*** Opening Entries provided ***

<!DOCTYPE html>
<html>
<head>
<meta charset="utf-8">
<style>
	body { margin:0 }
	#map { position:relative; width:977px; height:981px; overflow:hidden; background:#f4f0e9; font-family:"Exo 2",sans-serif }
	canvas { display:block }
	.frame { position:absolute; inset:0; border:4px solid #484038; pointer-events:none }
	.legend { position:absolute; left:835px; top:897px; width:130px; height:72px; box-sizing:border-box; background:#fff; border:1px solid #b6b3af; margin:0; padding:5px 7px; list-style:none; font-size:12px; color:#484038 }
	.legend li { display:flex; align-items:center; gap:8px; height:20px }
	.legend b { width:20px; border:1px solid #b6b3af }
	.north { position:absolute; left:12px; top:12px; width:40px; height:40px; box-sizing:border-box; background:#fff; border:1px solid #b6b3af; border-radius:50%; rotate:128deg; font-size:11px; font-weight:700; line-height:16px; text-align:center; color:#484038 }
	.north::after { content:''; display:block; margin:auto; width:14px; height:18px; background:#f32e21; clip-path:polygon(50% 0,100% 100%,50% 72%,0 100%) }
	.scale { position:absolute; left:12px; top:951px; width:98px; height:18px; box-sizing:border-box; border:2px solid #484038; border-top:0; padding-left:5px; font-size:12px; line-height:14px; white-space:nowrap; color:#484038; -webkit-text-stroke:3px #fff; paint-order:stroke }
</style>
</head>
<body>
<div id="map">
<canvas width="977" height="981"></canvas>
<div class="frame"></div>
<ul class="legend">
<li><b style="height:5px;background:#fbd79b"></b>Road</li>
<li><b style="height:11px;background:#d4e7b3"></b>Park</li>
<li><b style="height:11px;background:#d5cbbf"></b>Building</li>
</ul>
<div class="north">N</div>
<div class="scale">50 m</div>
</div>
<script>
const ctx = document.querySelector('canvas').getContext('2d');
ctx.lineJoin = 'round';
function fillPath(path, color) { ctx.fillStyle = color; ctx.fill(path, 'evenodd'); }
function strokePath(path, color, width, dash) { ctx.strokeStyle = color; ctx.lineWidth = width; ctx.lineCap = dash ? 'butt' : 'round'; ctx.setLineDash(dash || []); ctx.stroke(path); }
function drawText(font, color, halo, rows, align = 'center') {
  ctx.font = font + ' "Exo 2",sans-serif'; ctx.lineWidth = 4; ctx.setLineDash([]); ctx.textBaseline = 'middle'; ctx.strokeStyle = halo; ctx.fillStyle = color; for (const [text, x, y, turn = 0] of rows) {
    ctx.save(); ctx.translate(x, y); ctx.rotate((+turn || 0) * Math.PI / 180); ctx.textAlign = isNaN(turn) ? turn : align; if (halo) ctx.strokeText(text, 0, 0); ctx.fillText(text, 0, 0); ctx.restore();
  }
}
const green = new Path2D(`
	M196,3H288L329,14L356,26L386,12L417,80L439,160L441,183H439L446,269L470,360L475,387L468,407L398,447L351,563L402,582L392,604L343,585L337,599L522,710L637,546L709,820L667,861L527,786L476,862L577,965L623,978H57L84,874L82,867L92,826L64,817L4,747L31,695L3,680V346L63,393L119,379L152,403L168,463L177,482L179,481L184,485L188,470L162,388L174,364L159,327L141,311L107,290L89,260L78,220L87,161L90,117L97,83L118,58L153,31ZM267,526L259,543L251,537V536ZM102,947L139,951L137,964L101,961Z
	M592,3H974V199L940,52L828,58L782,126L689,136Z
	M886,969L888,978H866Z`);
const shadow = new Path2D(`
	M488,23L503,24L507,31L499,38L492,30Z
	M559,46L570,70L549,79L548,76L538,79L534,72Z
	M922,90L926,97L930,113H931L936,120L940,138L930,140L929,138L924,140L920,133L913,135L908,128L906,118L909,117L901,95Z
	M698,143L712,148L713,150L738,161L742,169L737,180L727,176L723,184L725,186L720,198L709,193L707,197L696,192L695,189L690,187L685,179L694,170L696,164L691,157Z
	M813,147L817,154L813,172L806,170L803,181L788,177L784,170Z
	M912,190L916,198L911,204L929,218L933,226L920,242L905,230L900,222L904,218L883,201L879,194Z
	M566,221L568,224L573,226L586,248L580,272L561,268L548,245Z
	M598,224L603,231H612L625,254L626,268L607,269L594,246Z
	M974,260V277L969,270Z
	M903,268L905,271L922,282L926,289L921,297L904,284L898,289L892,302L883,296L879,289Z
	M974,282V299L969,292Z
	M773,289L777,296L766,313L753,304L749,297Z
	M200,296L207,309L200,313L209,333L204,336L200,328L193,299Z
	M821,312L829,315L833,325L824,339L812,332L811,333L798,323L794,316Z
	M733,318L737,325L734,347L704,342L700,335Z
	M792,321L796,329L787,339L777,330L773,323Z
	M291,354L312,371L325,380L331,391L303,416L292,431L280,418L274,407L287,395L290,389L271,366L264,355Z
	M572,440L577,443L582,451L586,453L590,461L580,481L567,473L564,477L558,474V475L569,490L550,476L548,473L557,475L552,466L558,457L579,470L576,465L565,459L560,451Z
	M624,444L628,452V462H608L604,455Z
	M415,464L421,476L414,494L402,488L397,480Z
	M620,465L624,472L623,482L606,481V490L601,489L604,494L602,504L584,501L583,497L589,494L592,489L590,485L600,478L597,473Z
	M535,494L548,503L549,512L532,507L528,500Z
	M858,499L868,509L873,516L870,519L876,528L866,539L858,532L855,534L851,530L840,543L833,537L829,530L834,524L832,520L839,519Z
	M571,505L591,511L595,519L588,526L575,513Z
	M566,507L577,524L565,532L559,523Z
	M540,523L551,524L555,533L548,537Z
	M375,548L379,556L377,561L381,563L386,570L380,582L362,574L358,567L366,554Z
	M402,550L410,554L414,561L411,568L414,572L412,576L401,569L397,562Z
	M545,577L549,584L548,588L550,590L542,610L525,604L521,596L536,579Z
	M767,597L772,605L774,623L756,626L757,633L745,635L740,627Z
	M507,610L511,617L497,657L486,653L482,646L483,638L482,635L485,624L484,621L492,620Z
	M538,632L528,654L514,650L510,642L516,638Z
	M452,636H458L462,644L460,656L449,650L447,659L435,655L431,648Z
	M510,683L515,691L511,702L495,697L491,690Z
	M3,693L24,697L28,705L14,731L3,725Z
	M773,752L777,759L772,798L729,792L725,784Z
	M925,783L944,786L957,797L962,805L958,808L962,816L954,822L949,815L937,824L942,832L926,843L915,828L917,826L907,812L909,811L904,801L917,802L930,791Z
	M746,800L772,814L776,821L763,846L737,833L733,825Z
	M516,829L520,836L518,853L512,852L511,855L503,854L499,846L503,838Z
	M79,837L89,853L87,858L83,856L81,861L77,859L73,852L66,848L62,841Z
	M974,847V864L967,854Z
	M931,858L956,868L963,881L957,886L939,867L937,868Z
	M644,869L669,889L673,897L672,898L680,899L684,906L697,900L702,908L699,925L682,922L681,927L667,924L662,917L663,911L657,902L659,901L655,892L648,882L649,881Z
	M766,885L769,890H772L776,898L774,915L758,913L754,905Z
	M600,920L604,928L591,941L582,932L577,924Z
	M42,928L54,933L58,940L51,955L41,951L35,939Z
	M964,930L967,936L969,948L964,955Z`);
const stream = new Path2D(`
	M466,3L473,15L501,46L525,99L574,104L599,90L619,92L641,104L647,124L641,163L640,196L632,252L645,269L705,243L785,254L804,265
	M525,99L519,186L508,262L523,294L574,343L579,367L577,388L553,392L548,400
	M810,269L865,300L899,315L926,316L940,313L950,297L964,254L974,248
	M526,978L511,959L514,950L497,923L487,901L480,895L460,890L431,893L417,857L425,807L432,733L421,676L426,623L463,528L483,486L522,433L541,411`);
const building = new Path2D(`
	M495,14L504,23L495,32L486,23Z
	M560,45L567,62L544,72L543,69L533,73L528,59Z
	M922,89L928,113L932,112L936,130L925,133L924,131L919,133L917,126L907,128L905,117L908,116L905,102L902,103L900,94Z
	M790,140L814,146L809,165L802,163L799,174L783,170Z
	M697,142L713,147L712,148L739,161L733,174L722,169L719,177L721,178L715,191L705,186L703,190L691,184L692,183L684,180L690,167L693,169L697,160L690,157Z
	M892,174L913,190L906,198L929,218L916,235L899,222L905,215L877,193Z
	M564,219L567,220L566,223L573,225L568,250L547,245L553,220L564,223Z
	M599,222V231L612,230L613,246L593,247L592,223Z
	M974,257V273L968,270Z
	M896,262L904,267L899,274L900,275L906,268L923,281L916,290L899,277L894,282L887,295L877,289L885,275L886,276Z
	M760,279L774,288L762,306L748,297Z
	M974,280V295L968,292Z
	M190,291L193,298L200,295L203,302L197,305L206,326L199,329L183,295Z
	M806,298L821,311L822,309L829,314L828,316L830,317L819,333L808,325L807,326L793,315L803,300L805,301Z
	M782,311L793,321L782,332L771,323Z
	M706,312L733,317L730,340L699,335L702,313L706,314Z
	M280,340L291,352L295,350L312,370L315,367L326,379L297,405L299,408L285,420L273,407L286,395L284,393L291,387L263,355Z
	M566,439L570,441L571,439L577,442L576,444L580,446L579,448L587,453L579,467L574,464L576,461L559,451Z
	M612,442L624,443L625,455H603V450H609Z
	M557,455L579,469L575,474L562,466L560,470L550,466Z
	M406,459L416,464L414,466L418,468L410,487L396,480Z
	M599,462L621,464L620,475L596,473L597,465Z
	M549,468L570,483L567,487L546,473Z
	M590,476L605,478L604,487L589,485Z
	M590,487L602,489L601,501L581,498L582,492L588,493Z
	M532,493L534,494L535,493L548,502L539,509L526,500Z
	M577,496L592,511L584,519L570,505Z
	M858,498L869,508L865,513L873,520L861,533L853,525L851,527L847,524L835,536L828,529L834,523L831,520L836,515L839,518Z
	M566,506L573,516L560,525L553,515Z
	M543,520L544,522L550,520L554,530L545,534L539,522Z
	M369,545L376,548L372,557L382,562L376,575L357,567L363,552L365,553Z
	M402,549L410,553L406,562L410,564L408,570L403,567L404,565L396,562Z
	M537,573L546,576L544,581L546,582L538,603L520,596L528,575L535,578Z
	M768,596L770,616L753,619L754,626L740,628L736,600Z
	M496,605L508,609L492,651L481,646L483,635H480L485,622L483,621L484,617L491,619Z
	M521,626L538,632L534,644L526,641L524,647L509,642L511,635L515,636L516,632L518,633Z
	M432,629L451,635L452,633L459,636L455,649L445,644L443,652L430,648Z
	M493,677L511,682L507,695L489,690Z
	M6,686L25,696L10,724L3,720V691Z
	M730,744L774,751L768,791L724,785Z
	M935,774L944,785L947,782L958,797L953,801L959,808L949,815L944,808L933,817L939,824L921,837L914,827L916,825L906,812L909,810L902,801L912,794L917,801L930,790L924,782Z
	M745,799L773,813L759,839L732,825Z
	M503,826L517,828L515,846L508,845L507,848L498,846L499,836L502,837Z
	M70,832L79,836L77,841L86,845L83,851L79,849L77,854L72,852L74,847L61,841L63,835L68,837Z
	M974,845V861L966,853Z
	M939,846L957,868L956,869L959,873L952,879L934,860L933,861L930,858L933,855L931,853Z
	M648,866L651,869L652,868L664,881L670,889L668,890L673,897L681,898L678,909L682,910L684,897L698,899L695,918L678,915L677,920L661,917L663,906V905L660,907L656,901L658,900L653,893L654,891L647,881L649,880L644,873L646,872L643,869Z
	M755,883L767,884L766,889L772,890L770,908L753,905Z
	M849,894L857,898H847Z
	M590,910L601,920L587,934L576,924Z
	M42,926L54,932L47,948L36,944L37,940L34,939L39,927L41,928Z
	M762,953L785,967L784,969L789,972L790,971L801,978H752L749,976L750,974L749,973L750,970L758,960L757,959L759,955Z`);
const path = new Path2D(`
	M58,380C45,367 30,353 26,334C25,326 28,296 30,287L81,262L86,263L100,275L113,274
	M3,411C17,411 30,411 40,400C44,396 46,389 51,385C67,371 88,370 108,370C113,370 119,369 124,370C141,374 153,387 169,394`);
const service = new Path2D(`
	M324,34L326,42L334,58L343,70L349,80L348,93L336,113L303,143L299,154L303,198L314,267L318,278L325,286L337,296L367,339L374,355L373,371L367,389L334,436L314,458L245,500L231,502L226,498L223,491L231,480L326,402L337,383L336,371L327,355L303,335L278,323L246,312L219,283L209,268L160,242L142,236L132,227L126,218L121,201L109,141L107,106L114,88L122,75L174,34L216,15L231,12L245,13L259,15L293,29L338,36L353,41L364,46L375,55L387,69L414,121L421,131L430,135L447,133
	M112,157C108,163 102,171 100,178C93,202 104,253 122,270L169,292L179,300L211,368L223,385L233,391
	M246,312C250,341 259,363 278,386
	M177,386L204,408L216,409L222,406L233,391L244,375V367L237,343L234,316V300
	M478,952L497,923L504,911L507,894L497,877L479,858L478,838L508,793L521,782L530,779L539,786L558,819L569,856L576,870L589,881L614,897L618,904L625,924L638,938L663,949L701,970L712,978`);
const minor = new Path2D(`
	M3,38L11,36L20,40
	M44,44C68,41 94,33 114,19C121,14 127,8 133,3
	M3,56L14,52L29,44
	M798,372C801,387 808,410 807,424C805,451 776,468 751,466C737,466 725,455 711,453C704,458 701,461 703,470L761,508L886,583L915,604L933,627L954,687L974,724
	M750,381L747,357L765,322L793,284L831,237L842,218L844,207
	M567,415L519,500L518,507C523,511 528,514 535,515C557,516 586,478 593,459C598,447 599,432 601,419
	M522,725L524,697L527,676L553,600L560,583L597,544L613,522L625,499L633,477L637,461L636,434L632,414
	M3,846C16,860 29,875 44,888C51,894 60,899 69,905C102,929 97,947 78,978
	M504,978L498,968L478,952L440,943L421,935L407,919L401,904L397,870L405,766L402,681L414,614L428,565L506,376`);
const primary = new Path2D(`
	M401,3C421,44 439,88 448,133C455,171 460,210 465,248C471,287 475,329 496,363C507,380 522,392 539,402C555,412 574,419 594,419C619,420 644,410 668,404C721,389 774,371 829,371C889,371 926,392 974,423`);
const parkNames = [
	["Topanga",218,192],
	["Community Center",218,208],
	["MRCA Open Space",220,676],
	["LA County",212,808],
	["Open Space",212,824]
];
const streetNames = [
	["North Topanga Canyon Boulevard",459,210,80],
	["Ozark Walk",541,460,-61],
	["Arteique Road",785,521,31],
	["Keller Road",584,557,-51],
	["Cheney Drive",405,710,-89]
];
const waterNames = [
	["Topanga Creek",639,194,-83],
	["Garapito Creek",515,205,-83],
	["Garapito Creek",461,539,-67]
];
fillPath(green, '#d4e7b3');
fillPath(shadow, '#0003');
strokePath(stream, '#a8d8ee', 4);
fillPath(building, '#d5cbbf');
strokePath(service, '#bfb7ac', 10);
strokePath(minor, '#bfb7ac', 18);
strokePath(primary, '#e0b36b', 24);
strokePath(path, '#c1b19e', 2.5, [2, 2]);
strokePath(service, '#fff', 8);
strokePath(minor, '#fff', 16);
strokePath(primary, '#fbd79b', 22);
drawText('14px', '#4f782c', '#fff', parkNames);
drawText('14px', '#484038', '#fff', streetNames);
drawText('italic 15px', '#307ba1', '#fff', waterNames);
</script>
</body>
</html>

*** Closing Entries provided ***

_Goal of the exercise_: Tally each line in the data that holds the word "setLineDash"; write only the total.

_Completed task_: 2